# TASK ITEM
The records below are to be written out exactly, with every picture omitted.

# EXTRACTED MATERIAL
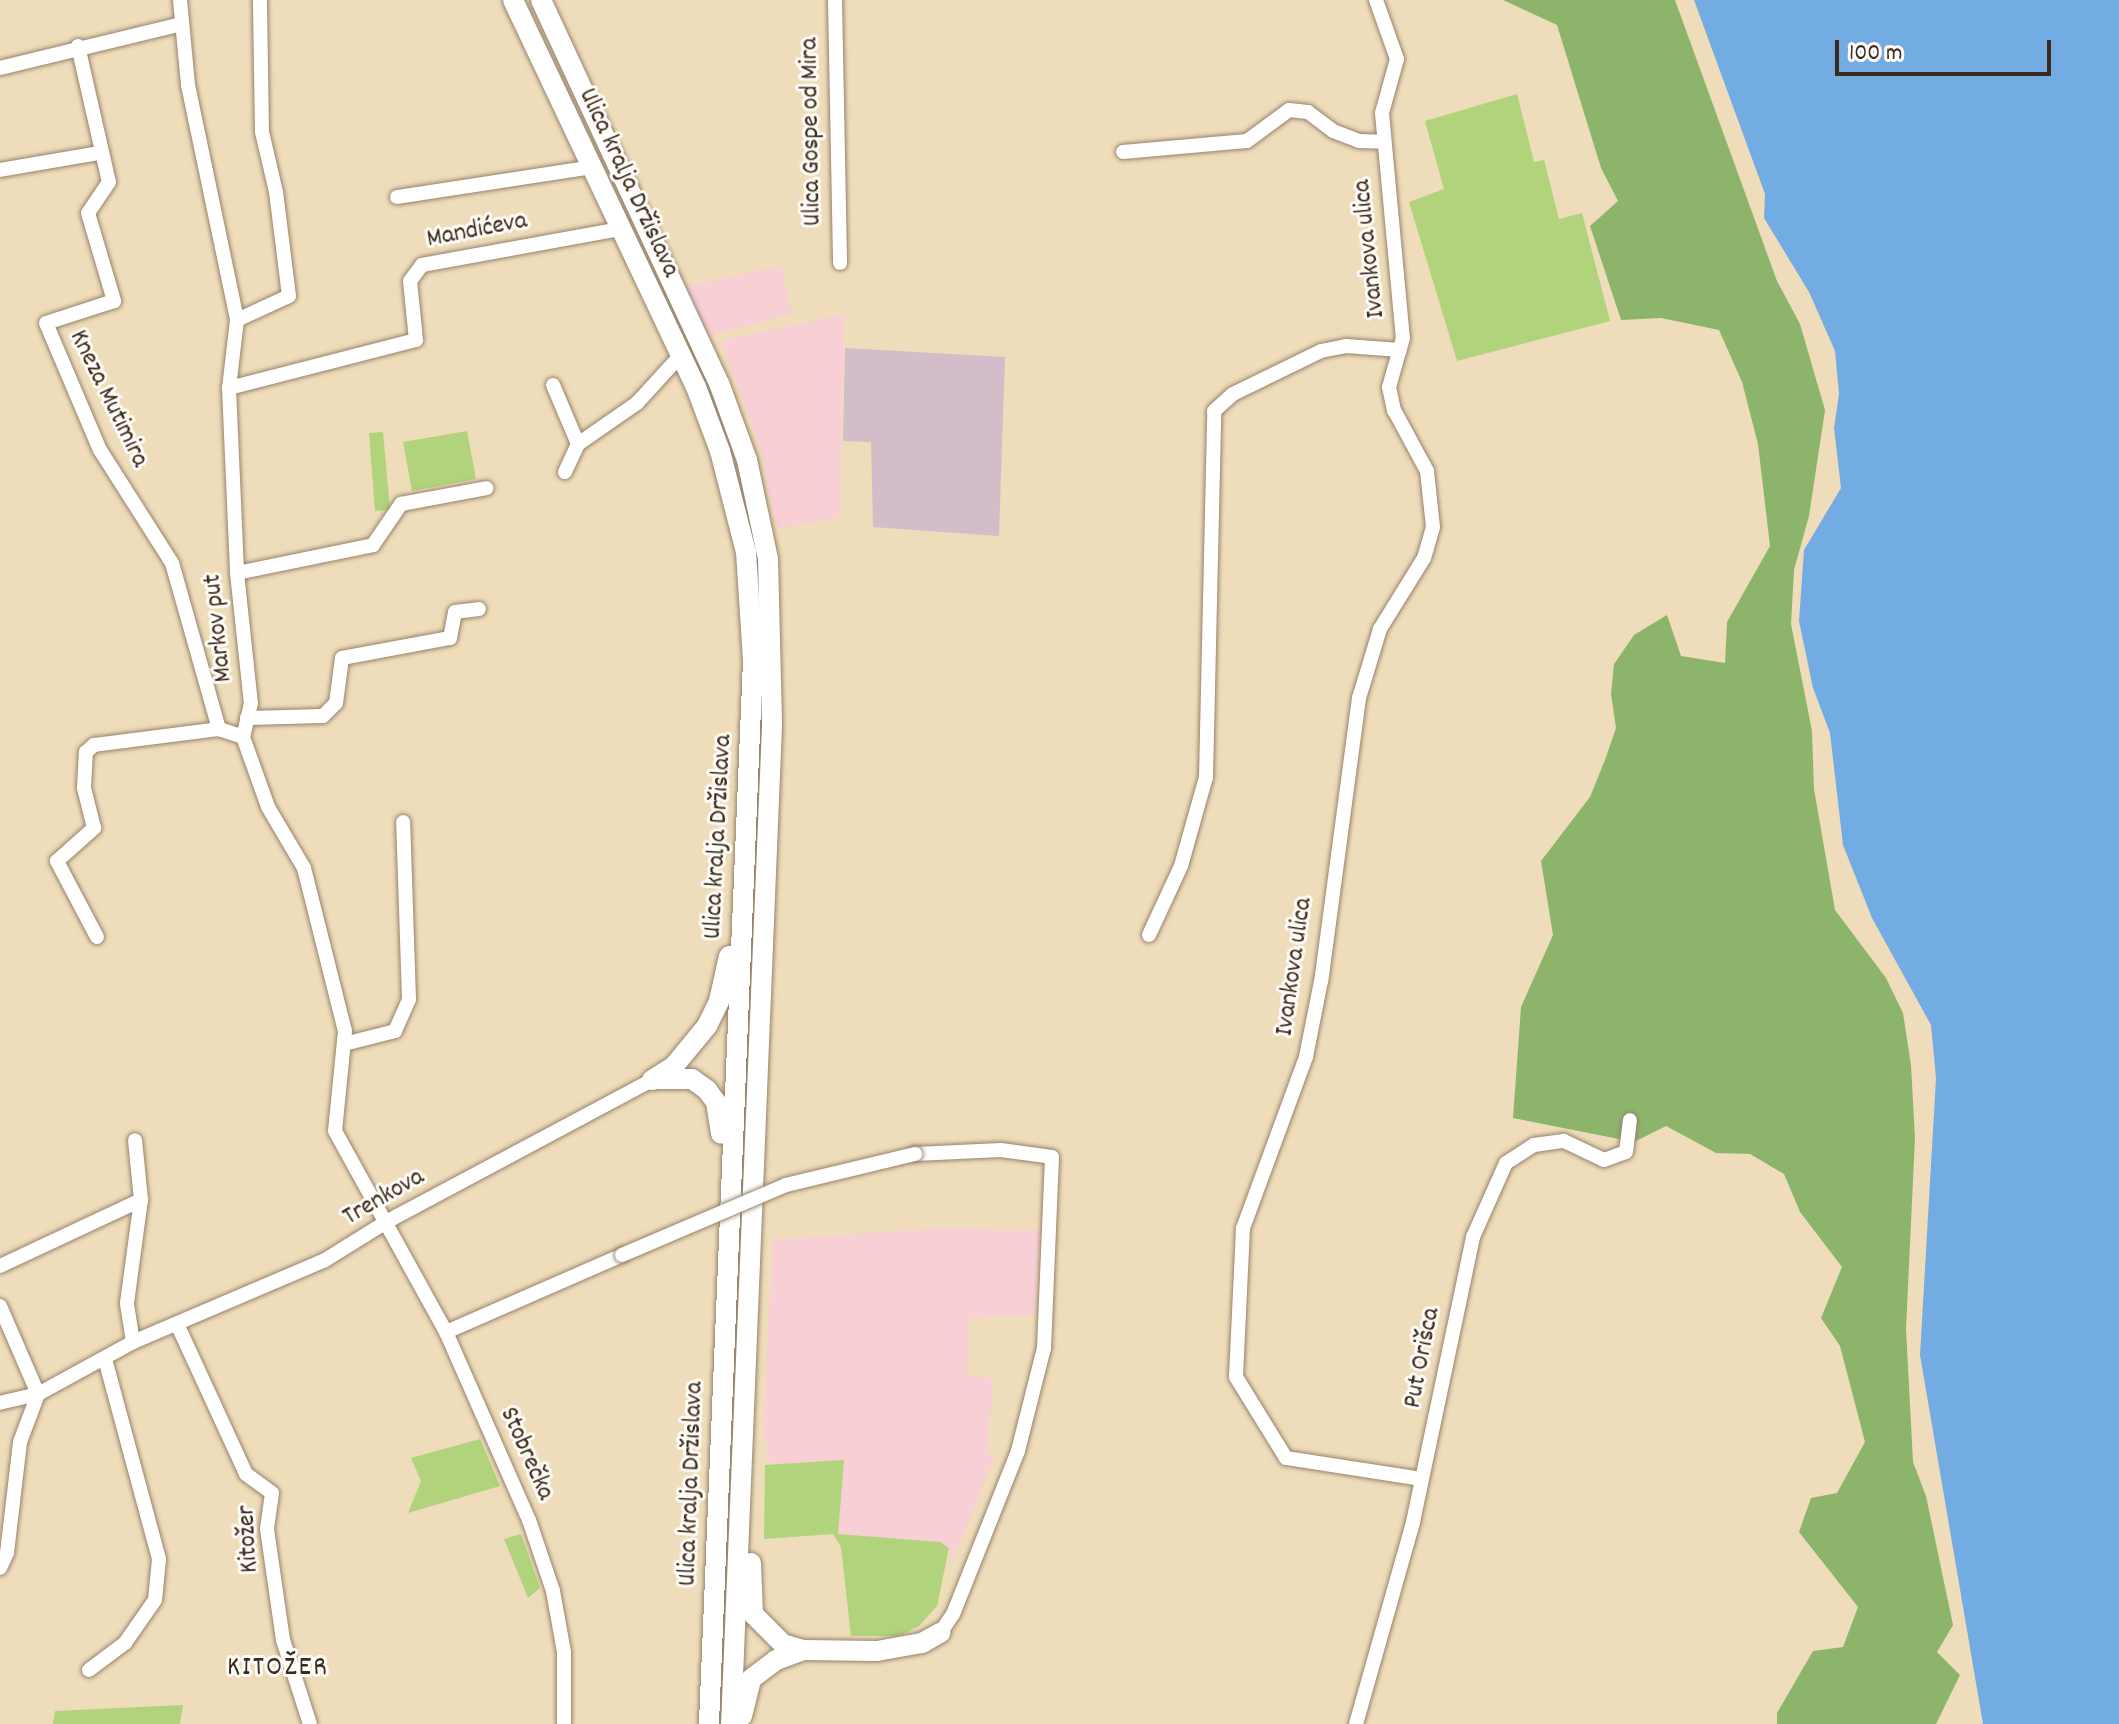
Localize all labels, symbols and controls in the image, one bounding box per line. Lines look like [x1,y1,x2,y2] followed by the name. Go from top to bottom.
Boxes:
[1839,24,2055,74] scale bar
[795,37,829,227] street label: Ulica Gospe od Mira
[1849,37,1902,71] text: 100 m
[571,84,685,282] street label: Ulica kralja Držislava
[1347,178,1393,320] street label: Ivankova ulica
[424,206,530,256] street label: Mandićeva
[61,325,155,473] street label: Kneza Mutimira
[198,572,240,684] street label: Markov put
[698,734,740,940] street label: Ulica kralja Držislava
[1270,896,1320,1038] street label: Ivankova ulica
[338,1162,430,1234] street label: Trenkova
[1398,1305,1448,1411] street label: Put Orišca
[673,1381,711,1587] street label: Ulica kralja Držislava
[492,1403,560,1505] street label: Stobrečka
[232,1504,266,1574] street label: Kitožer
[227,1652,329,1686] district label: KITOŽER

# PROBLEM SOLUTION
Localize all labels, symbols and controls in the image, one bounding box per line. Lines look like [x1,y1,x2,y2] followed by the name. Go from top to bottom.
Boxes:
[1839,24,2055,74] scale bar
[795,37,829,227] street label: Ulica Gospe od Mira
[1849,37,1902,71] text: 100 m
[571,84,685,282] street label: Ulica kralja Držislava
[1347,178,1393,320] street label: Ivankova ulica
[424,206,530,256] street label: Mandićeva
[61,325,155,473] street label: Kneza Mutimira
[198,572,240,684] street label: Markov put
[698,734,740,940] street label: Ulica kralja Držislava
[1270,896,1320,1038] street label: Ivankova ulica
[338,1162,430,1234] street label: Trenkova
[1398,1305,1448,1411] street label: Put Orišca
[673,1381,711,1587] street label: Ulica kralja Držislava
[492,1403,560,1505] street label: Stobrečka
[232,1504,266,1574] street label: Kitožer
[227,1652,329,1686] district label: KITOŽER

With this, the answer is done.